Christian Movies: Rusty Whitener Interview

Rusty Whitener Interview with Fred Eichelman

We have sometimes heard of people in the entertainment world going into the ministry,  however Rusty Whitener was a pastor for twelve years before he felt he could best serve God by becoming an author, a screen writer and an actor.   His novel Season of Miracles has been made into a motion picture for which he wrote both the screen play and had a leading role as an actor.  It has had excellent reviews during limited theatrical release and is now available on DVD.

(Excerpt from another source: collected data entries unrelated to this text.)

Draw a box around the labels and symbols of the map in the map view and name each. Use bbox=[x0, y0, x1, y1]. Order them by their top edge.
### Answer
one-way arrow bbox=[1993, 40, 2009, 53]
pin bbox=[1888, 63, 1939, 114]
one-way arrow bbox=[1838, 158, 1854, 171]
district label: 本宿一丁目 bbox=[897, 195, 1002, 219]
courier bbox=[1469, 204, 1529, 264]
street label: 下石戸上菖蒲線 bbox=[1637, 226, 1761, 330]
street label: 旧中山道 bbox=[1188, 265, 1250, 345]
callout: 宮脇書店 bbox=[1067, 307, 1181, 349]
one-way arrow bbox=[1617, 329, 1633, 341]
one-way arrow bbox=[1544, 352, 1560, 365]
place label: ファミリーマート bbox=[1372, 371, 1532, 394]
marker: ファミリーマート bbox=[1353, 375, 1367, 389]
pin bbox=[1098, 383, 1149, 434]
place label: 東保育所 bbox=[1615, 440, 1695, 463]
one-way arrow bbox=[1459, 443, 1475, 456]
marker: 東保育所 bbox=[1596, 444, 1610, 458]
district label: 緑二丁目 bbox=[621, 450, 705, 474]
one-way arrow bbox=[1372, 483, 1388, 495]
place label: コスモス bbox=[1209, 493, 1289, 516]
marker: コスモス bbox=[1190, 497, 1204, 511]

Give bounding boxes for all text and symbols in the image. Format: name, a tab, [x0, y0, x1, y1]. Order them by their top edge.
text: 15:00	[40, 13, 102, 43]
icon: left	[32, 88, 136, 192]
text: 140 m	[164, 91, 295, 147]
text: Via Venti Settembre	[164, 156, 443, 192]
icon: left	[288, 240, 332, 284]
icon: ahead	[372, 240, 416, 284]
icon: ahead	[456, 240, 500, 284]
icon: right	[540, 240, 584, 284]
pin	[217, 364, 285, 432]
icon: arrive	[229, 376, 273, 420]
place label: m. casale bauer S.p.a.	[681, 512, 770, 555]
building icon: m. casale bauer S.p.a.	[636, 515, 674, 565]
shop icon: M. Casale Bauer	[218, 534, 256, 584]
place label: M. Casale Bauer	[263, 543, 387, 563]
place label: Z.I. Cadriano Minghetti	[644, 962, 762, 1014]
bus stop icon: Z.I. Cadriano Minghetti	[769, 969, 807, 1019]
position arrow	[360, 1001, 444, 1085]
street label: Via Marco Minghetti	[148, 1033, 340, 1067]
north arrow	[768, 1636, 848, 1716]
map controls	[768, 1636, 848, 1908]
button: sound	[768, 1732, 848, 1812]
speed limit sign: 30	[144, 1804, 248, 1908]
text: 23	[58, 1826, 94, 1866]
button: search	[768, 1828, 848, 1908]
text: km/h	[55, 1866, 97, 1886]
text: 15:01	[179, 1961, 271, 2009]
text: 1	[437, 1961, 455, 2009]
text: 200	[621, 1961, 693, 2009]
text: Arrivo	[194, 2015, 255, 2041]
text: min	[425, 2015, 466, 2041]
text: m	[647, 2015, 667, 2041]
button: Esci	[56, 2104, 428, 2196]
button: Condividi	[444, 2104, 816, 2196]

Fred: Rusty, there is one thing in particular I want to get to first. You had been a pastor for twelve years and then you made a change  to be an author and an actor. I have to believe there were things before your time as a pastor that helped point you in this direction.

Rusty: I always had a real love and passion for stories and for movies and for writing. I used to do a lot of stage acting before I became a pastor. I studied acting at the American Academy of Dramatic Arts as a young man in my mid twenties.

By the grace of God, I had come to faith at an early age. I went to Wheaton College and even in my twenties was conscious of the question, “What does God want me to do?” What is the call on my life? What do I enjoy doing and what should I do? What am I gifted to do? I always loved stories, books, movies. I had a passion for them, but then I also felt a call to go into the ministry. I had many turns in my life, and I also finished law school. I didn’t practice law, but I worked as a law clerk while in law school. I went to seminary as I knew that was God’s call for my work at that time. I was a pastor in Southwest Virginia in Pulaski, at PCA Presbyterian Church.

Toward the end of my twelve pastoring years, I definitely felt God calling me to write and then also possibly to act  in films. My wife Rebecca and I prayed, I consulted some people whose walk with the Lord I really trusted and they felt I should follow through with that. I was writing the Season of Miracles screenplay, an idea born at the Blue Ridge Christian Writers Conference.  A 60 age pamphlet by Barbara Nicolosi, who works with Act One a great screenwriting program, influenced me.

My Season of Miracles screenplay, then called “Touched,” won the Kairos Prize (First Runner Up) at the Movieguide Awards in Beverly Hills and First Place at the Gideon Media Arts Conference. My novel was one of four finalists in the Operation First Novel Contest with Christian Writers Guild.  On the strength of that, I got a publishing contract with Kregel (Grand Rapids).  I also started to get some roles in movies.  You’re right; it didn’t come out of the blue, this new calling in my life.  It was a confirmation of things God has spoken to me all my life. Rebecca and I were looking for was God’s confirmation. And there has been one confirmation after another. But I want to keep listening to God. I believe there are different callings in different seasons of our life.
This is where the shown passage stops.